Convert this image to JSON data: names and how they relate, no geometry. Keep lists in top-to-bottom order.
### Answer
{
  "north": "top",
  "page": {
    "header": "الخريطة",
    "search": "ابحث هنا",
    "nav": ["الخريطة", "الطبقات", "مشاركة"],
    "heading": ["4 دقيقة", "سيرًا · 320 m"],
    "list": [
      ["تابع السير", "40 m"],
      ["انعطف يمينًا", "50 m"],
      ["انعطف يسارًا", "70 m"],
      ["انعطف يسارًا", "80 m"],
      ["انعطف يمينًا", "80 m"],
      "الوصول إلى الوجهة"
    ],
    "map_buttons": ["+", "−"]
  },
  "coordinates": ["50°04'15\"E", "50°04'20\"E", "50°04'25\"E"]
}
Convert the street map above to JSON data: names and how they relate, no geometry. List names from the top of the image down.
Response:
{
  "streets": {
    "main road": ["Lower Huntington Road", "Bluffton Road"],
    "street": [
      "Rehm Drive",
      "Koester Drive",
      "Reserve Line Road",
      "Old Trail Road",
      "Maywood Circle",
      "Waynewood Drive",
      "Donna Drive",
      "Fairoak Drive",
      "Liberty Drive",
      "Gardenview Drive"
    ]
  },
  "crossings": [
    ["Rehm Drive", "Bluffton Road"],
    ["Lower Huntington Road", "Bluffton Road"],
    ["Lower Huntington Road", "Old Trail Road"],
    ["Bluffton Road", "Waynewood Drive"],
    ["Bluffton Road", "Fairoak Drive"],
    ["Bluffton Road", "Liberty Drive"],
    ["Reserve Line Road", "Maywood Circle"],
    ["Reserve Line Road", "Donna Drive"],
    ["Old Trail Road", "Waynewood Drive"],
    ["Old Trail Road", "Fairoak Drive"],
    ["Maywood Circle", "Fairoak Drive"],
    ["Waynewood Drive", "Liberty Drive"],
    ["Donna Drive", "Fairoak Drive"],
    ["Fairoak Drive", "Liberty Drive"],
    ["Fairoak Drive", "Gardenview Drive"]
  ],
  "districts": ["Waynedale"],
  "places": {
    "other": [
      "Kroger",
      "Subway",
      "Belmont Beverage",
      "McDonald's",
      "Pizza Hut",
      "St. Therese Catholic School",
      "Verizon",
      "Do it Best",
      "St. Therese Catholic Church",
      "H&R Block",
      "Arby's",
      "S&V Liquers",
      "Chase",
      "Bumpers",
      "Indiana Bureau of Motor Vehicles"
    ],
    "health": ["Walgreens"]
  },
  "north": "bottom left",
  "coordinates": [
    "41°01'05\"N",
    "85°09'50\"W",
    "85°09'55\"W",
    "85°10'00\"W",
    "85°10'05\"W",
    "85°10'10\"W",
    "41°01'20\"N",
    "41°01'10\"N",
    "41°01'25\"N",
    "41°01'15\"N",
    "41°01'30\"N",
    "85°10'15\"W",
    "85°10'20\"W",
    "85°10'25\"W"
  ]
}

▶ _WHAT IS NEEDED_
Say how many lines in the preceding material include the word "Donna", with no other words in the reply.

▶ _TASK RESULT_
3